Most uncompressed TIFF images appeared completely unaffected by single-byte corruption as produced by Vandal, even at higher levels.
The snag is, of course, their huge file size: in the case of this image, 60.3 MB for a 3664 x 2742 image. One test TIFF image proved an exception to this, which turned out to be the only one which used compression (1:2). In that case, all corrupted versions were cropped to show a small upper region of intact image, with black below, making the corrupted file unusable. If TIFF is to be used in situations where corruption could occur, it therefore needs to be uncompressed.
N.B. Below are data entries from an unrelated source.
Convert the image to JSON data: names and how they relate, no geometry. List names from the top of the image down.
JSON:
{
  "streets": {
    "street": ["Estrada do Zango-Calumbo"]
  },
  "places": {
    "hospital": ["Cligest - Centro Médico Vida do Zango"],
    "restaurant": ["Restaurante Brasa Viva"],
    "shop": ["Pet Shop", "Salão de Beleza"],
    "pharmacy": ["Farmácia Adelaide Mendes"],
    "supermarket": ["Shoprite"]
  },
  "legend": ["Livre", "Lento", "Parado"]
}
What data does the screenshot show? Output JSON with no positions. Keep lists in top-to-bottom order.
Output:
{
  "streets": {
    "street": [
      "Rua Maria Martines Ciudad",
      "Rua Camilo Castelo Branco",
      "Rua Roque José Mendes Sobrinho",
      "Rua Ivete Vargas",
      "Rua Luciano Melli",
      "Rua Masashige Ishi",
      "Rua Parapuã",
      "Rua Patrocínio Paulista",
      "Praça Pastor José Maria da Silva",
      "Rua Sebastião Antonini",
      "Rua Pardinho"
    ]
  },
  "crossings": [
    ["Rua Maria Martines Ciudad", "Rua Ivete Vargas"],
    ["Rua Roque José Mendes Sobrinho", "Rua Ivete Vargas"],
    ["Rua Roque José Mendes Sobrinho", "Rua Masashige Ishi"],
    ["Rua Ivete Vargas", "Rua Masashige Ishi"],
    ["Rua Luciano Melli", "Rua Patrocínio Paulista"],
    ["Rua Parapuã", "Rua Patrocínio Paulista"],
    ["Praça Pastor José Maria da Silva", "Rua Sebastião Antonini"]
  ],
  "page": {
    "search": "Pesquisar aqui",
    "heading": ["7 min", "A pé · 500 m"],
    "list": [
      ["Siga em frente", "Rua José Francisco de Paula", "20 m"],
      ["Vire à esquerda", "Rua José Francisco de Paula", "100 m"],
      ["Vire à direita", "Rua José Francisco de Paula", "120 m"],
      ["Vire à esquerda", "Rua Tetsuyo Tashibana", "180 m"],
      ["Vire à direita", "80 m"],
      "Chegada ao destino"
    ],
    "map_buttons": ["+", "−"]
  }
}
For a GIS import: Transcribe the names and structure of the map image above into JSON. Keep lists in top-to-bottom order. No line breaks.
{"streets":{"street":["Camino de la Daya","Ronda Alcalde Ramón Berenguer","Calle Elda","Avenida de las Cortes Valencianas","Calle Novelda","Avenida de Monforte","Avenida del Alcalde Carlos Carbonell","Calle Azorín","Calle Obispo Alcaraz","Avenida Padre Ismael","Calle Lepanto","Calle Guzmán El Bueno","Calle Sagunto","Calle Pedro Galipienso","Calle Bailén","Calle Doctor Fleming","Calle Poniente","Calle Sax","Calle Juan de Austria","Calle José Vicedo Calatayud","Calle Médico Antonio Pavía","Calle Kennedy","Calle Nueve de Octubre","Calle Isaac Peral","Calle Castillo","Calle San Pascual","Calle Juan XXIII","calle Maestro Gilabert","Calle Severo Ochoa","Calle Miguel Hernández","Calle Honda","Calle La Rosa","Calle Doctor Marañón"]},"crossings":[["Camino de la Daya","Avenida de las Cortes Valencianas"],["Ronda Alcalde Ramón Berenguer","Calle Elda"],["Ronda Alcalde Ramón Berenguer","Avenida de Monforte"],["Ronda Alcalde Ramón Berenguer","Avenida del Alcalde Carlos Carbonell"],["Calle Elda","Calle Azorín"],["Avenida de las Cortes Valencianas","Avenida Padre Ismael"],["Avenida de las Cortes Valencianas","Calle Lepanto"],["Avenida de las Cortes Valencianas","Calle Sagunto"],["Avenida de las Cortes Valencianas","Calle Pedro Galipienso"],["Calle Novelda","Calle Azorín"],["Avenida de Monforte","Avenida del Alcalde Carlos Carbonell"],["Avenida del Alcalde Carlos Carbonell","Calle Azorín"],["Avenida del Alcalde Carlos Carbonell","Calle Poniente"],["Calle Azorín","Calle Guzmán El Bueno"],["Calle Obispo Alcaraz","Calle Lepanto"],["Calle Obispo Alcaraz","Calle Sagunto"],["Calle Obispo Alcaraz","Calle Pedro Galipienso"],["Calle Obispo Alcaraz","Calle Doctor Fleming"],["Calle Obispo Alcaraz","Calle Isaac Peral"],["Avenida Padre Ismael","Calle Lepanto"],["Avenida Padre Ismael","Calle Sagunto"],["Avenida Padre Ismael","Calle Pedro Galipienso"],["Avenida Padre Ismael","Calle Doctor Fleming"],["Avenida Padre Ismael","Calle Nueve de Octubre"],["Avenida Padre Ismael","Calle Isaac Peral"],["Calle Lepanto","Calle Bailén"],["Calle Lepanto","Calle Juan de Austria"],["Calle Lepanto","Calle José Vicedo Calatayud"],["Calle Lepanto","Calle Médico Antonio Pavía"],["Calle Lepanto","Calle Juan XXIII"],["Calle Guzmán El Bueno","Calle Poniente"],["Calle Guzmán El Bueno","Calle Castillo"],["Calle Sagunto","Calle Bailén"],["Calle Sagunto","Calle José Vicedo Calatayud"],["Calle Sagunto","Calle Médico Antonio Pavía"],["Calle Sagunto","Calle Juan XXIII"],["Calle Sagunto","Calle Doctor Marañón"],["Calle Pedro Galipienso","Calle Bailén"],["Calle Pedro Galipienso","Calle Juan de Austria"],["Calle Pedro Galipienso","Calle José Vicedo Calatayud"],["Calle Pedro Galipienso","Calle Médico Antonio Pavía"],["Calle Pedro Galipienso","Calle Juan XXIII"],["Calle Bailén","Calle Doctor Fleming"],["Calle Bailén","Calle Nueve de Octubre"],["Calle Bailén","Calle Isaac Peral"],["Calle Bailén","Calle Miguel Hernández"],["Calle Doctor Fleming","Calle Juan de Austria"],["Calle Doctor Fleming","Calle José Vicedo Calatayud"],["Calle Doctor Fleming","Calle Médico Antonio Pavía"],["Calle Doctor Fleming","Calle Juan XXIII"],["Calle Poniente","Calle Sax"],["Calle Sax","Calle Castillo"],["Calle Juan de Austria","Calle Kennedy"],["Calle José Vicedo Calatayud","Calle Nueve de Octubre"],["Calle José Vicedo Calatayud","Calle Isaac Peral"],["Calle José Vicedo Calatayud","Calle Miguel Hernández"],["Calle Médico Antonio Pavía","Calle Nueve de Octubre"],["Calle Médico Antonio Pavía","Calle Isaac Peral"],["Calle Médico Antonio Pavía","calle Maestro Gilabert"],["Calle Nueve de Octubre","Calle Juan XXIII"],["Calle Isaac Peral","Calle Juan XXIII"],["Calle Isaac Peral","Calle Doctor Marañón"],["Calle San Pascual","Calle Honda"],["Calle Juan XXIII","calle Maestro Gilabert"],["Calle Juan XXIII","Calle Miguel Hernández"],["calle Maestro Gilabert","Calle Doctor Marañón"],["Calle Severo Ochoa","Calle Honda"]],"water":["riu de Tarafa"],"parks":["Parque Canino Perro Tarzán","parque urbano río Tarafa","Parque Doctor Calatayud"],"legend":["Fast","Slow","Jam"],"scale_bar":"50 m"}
Corrupted HEIC images have a distinctive artefact, with each changed byte resulting in small badly corrupted rectangles scattered across unaltered image. At low levels of corruption, these might miss important areas of the image, leaving the whole still usable, but as the corruption increases, the rectangles become more numerous, soon rendering the image useless.
Because of this behaviour, HEIC is not suitable for use in situations where the image might become corrupted, although some corrupted images may still prove usable.
Camera ‘raw’ formats vary very widely in their structure, and as a result the effects of corruption also vary widely. In general, though, most of the corrupted camera raw images were severely affected, and rendered unusable. Unless you know a particular raw format is resistant to corruption, you should avoid using it where that’s considered a risk.
By far the most resilient image file format in the face of corruption is uncompressed TIFF, which also results in the largest files. If a second file format is to be used to guard against the effects of corruption, then it appears to be the best choice.
Most JPEG images performed quite well too, displaying relatively small visual artefacts as a result of corruption, and careful use of this format should also prove quite resilient. JPEG is widely understood, and particularly valuable or important images can be repaired and retouched by specialists if necessary. If the resulting JPEG image is smaller than about 10 MB, it could perhaps be combined with ECC protection at 10% using MacPAR deLuxe to offer even greater potential for recoverability.
Images captured on iOS devices would be better preserved by conversion to JPEG before storage, rather than leaving them in their original HEIC format, which doesn’t appear as resilient to even low levels of corruption.
In general, non-lossy JPEG and PNG formats appear susceptible to visual artefact with low levels of corruption, and should be avoided wherever there is a risk.
In any given situation, and with specific types of file corruption, performance in the face of corruption may vary, as will your mileage, I’m sure. Hopefully this has still provided some useful suggestions.